Colonialism and the Westphalian nation-state system
Public international lawyers (including my former State Department colleagues): Welcome your thoughts. A lot of this was news to me.
So this is section I.B of my article:
B. People and Places in the Westphalian Nation-State System
In the field of public international law, scholars are fond of citing to “the Westphalian nation-state system” (along with the works of Vitoria, Grotius, Emmerich de Vattel[1] and a handful of other white European men) as the foundation of global, orderly relations between sovereign nations based on “linearly bounded spaces” or borders.[2] The United States has enjoyed and cherished its “Westphalian sovereignty” for all of its existence.[3] The reference is to the 1648 Peace of Westphalia, a series of treaties that ended the Thirty Years’ War as well as the Eighty Years’ War in Europe.[4] However, this entire system was constructed largely to address the discovery of the New World and the quandary posed by Native Americans, and the hypocrisy at its core, the Erroneous Assumption, was adopted wholeheartedly by the U.S. Supreme Court in its earliest decisions regarding Native American people and places.

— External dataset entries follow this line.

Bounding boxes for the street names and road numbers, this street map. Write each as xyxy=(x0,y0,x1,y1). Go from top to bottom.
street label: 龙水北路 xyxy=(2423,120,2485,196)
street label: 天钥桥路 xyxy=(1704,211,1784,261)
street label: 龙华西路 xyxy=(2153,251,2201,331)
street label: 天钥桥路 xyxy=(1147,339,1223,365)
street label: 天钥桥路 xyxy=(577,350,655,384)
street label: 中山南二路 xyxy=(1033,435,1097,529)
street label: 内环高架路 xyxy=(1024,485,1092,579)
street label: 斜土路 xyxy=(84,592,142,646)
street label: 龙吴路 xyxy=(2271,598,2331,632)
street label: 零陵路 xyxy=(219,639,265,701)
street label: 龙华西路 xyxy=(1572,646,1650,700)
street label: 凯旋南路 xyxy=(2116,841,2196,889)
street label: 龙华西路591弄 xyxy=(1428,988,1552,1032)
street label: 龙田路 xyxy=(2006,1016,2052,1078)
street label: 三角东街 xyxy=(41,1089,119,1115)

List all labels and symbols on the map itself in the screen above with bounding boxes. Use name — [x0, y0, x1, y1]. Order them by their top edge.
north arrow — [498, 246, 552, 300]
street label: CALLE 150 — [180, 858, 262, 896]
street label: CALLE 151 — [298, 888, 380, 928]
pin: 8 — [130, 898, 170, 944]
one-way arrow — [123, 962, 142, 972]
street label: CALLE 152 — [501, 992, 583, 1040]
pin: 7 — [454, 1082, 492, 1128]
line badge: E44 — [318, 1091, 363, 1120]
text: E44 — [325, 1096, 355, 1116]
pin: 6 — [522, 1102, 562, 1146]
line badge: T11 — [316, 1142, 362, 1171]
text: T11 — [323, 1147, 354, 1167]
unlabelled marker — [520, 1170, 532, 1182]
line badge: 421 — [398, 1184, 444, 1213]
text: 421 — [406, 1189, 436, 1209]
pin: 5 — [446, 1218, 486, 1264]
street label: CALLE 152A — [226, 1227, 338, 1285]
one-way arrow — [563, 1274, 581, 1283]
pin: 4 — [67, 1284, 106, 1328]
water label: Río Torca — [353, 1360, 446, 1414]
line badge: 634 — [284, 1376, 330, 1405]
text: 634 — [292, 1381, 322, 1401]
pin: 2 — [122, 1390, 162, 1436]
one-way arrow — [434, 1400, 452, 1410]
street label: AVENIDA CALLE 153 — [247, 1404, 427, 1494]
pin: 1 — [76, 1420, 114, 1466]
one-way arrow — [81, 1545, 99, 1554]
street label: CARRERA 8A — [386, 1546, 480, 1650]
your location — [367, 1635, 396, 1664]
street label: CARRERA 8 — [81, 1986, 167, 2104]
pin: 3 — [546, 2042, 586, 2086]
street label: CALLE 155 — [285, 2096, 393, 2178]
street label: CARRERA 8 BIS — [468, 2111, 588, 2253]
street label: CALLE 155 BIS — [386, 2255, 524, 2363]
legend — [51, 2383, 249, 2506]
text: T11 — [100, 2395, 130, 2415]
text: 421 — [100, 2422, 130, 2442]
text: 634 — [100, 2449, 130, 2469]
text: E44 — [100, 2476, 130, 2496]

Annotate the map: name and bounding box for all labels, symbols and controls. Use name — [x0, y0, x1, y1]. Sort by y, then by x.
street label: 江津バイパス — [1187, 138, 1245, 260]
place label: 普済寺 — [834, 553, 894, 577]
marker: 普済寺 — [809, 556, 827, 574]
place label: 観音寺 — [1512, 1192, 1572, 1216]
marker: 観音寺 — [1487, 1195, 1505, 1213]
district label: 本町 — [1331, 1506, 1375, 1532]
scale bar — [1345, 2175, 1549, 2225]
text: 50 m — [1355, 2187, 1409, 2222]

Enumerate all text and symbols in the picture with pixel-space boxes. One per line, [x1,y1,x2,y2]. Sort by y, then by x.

As Kal Raustiala explains, “[t]he distinctive feature of Westphalian statehood…is that it divides the world into mutually exclusive territorial entities.”[5] The Peace of Westphalia was supposedly a break from feudal European governance, in which law was primarily tied to persons and not places, and “a ruler’s jurisdiction often overlapped with that of other potentates or joined noncontiguous areas.”[6] It also placed all sovereign states on a juridically equal footing, with each sovereign state, no matter how large or small, able to assert through its territorial sovereignty “a sort of shield for states against influence by outsiders.”[7]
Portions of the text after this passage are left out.